- MATERIALS PROVIDED:

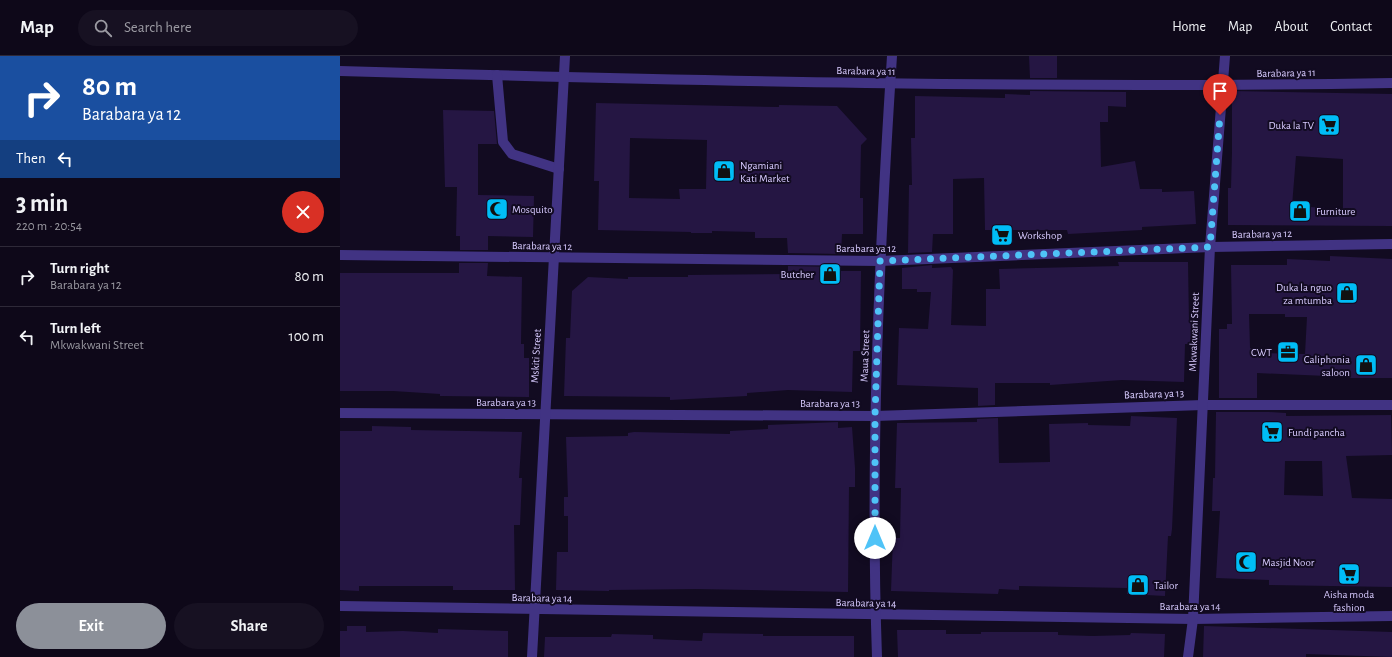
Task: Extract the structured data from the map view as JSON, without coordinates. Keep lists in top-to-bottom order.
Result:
{
  "streets": {
    "street": [
      "Barabara ya 11",
      "Barabara ya 12",
      "Mkwakwani Street",
      "Mskiti Street",
      "Maua Street",
      "Barabara ya 13",
      "Barabara ya 14"
    ]
  },
  "crossings": [
    ["Barabara ya 11", "Mkwakwani Street"],
    ["Barabara ya 11", "Mskiti Street"],
    ["Barabara ya 11", "Maua Street"],
    ["Barabara ya 12", "Mkwakwani Street"],
    ["Barabara ya 12", "Mskiti Street"],
    ["Barabara ya 12", "Maua Street"],
    ["Mkwakwani Street", "Barabara ya 13"],
    ["Mkwakwani Street", "Barabara ya 14"],
    ["Mskiti Street", "Barabara ya 13"],
    ["Mskiti Street", "Barabara ya 14"],
    ["Maua Street", "Barabara ya 13"],
    ["Maua Street", "Barabara ya 14"]
  ],
  "places": {
    "supermarket": [
      "Duka la TV",
      "Workshop",
      "Fundi pancha",
      "Aisha moda fashion"
    ],
    "shop": [
      "Ngamiani Kati Market",
      "Furniture",
      "Butcher",
      "Duka la nguo za mtumba",
      "Caliphonia saloon",
      "Tailor"
    ],
    "mosque": ["Mosquito", "Masjid Noor"],
    "office": ["CWT"]
  },
  "page": {
    "header": "Map",
    "search": "Search here",
    "nav": [
      "Home",
      "Map",
      "About",
      "Contact"
    ],
    "turn": ["80 m", "Barabara ya 12"],
    "then": "Then",
    "heading": ["3 min", "220 m · 20:54"],
    "list": [
      {
        "name": "Turn right",
        "note": "Barabara ya 12",
        "value": "80 m"
      },
      {
        "name": "Turn left",
        "note": "Mkwakwani Street",
        "value": "100 m"
      }
    ],
    "buttons": ["Exit", "Share"]
  }
}
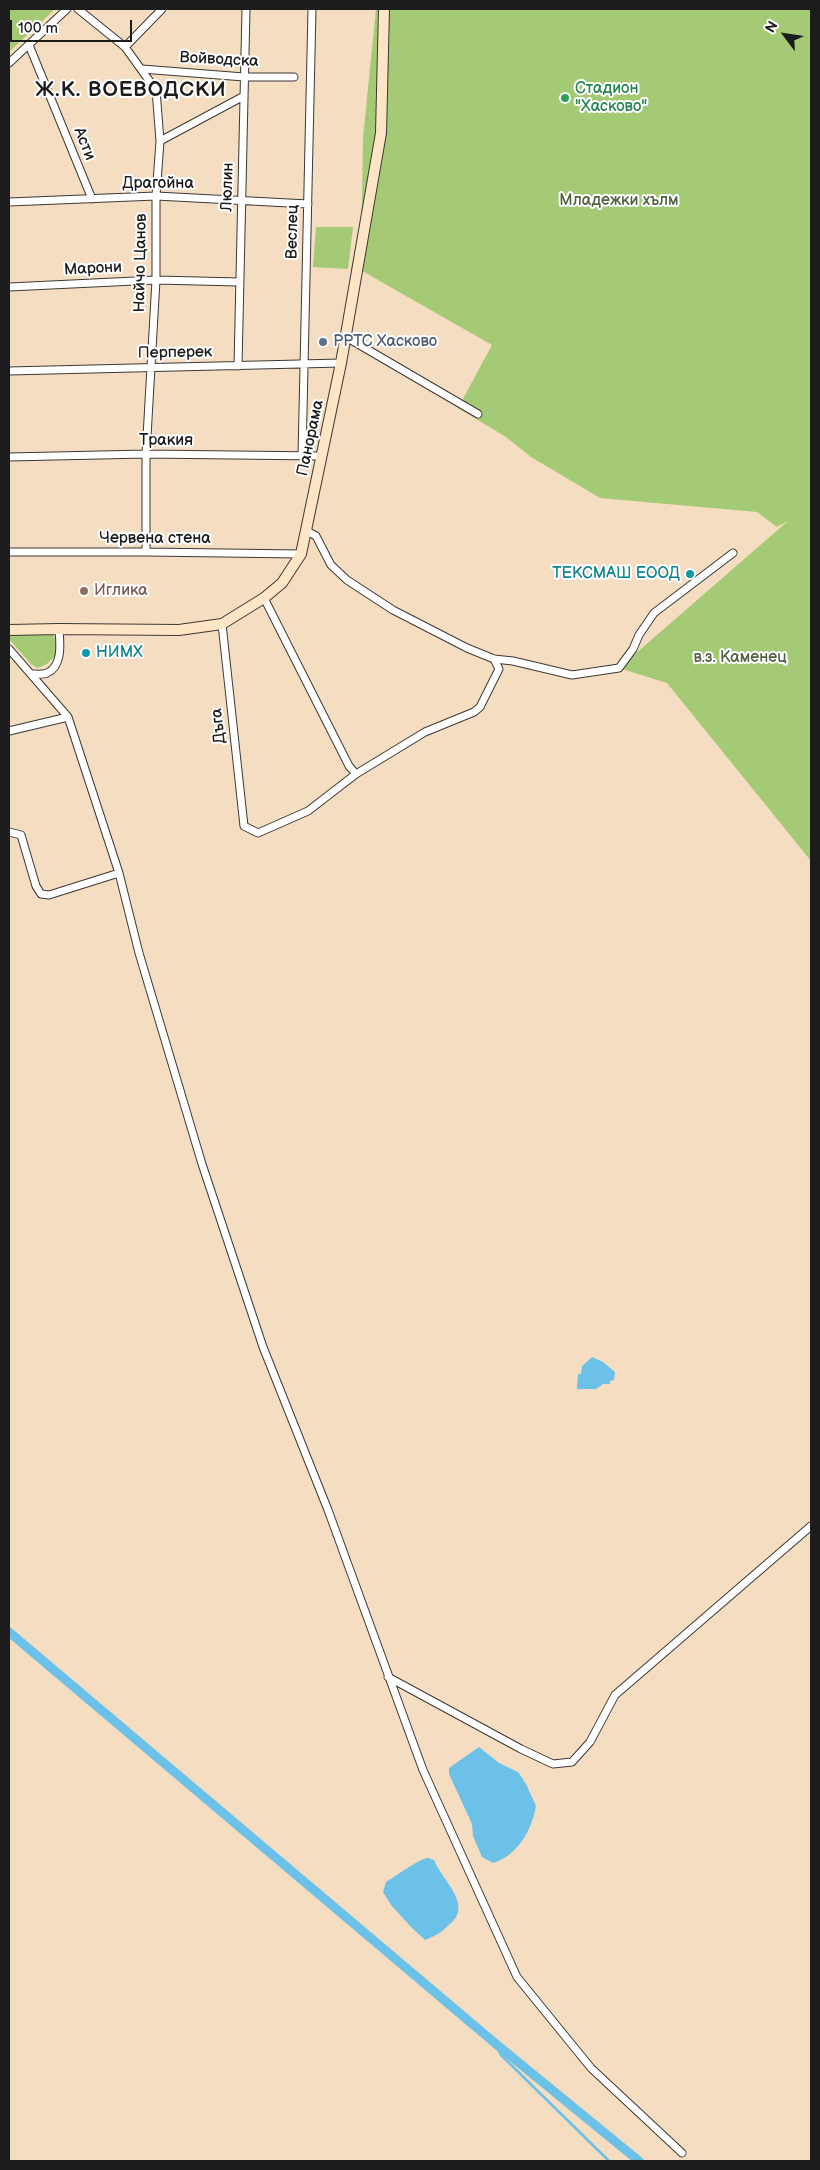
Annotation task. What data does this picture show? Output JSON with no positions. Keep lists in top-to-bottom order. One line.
{"streets":{"street":["Войводска","Асти","Драгойна","Люлин","Веслец","Найчо Цанов","Марони","Перперек","Панорама","Тракия","Червена стена","Дъга"]},"crossings":[["Войводска","Люлин"],["Войводска","Найчо Цанов"],["Асти","Драгойна"],["Драгойна","Люлин"],["Драгойна","Веслец"],["Драгойна","Найчо Цанов"],["Люлин","Марони"],["Люлин","Перперек"],["Веслец","Перперек"],["Веслец","Тракия"],["Найчо Цанов","Марони"],["Найчо Цанов","Перперек"],["Найчо Цанов","Тракия"],["Найчо Цанов","Червена стена"],["Перперек","Панорама"],["Панорама","Тракия"],["Панорама","Червена стена"],["Панорама","Дъга"]],"districts":["Ж.К. ВОЕВОДСКИ"],"parks":["Младежки хълм","в.з. Каменец"],"places":["Стадион \"Хасково\"","РРТС Хасково","ТЕКСМАШ ЕООД","Иглика","НИМХ"],"scale_bar":"100 m","north":"top left"}
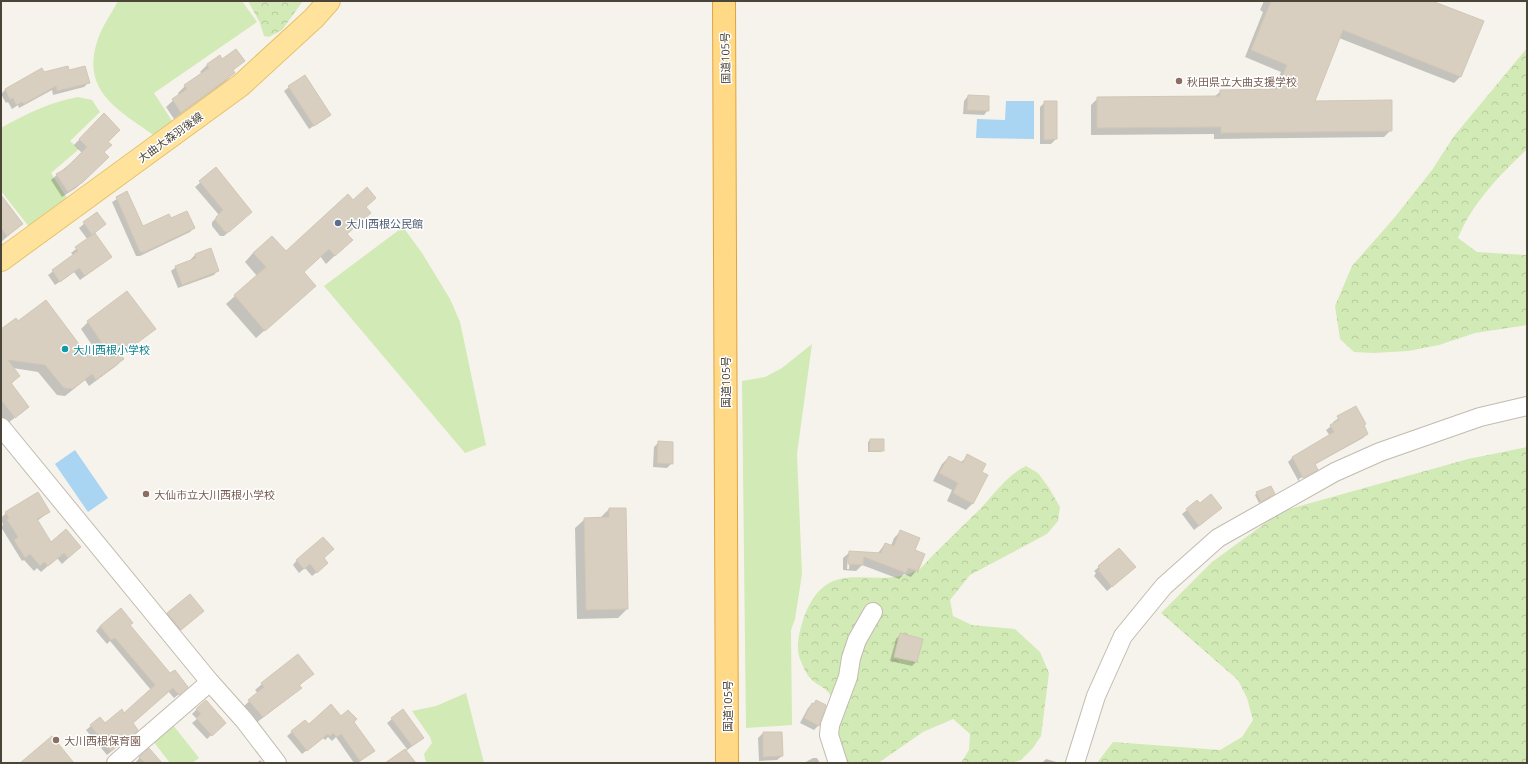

- ABOUT THIS TASK: Using the data above, return each line that includes the word "lists".

- SOLUTION FOR THIS EXERCISE:
Task: Extract the structured data from the map view as JSON, without coordinates. Keep lists in top-to-bottom order.
Annotation task. What data does this picture show? Output JSON with no positions. Keep lists in top-to-bottom order. One line.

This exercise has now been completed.